Thought I would comment on our progress with this.
While none of the SQL Server documentation/articles/blogs mention that this error can be caused by server busyness, I found a forum posting where some seasoned IT pro named Matt Neerincx states that it can be, as follows:
Possible reasons for this error include:
1. Poor network link from client to server.
2. Server is very busy (meaning high CPU) and cannot respond to new connection attempts.
3. Server is running out of memory (so high memory usage for SQL).
4. tcp-ip layer on client is over-saturated with connection attempts so tcp-ip layer rejects the connection.
5. tcp-ip layer on server side is over-staturated with connection attempts and so tcp-ip layer is rejecting new connections.
6. With SQL 2005 SP2 and later there could be a custom login trigger that rejects your connection.
You can increase the connect timeout to potentially alleviate issues #2, #3, #4, #5. Setting a longer connect timeout means the driver will try longer to connect and may eventually succeed.
To determine the root cause of these intermittent failures is not super easy to do unfortunately. What I normally do is start by examining the server environment, is the server constantly running in high CPU for example, this points to #2. Is the server using a hugh amount of memory, this points to #3. You can run SQL Profiler to monitor logins and look for patterns of logins, perhaps every morning at 9AM there is a flurry of connections etc...

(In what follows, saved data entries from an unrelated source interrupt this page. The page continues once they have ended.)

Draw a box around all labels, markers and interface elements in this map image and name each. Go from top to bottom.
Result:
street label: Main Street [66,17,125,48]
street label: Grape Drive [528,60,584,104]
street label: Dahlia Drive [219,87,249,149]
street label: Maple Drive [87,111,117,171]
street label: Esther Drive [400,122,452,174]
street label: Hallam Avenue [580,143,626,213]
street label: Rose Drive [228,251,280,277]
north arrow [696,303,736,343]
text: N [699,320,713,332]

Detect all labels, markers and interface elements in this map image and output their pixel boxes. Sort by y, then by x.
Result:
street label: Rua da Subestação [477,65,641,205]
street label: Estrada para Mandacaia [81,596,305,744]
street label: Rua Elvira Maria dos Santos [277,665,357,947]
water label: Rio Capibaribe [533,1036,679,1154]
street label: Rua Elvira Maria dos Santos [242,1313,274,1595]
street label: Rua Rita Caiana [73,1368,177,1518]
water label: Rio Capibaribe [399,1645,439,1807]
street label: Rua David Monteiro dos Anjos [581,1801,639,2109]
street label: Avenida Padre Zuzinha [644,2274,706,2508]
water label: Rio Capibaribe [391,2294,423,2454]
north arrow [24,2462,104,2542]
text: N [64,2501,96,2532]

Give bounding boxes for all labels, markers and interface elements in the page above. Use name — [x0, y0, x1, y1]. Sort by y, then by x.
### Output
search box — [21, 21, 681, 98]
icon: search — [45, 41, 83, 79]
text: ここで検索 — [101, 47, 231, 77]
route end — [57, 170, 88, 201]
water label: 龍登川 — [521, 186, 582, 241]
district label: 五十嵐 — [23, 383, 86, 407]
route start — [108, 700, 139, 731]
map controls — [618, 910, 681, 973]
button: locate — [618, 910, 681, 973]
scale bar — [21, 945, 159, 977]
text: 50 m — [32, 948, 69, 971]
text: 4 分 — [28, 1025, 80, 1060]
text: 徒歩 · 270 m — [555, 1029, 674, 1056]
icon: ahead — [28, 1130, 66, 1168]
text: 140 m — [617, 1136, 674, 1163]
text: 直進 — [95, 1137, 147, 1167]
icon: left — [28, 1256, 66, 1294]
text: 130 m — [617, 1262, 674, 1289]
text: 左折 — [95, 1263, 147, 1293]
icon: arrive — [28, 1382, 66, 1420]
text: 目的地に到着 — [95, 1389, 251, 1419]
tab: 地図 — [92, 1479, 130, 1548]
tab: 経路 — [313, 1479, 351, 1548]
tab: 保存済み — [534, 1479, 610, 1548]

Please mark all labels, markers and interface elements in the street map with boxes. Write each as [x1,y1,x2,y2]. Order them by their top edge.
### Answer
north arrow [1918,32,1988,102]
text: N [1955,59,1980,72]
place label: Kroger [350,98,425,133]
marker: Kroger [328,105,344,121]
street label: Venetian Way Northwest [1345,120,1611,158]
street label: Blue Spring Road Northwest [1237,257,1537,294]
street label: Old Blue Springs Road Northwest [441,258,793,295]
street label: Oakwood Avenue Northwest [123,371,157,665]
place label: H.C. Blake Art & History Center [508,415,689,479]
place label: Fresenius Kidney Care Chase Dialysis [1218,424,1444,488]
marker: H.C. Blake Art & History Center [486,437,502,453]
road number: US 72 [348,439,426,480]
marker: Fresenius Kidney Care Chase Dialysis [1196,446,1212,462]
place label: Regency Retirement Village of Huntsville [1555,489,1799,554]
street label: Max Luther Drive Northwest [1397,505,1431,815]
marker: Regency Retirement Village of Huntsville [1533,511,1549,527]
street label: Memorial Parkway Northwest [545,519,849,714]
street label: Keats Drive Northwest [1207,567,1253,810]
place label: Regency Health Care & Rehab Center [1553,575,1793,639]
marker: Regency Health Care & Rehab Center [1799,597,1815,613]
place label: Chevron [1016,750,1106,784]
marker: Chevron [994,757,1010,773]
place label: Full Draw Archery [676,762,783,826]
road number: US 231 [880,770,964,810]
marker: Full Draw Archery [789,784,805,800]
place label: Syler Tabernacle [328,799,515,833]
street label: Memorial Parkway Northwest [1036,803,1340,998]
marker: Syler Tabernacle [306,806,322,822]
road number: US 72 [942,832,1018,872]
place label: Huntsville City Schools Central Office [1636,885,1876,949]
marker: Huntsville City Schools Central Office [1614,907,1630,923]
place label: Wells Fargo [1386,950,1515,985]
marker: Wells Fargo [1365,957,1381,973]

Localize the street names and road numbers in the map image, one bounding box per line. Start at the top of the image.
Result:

So we are presently walking down this path - reducing the # of queries that execute at the same time in some of our batch queries, optimizing some of our queries, etc.
Also, in our app connection string, we increased the connection timeout, and set Min Pool Size to 20 (thinking it's good to try to ensure some existing, unused connections for the app to grab, rather than needing to establish a new connection).
At this moment, it's been almost 48 hours without receiving the error; making us very hopeful.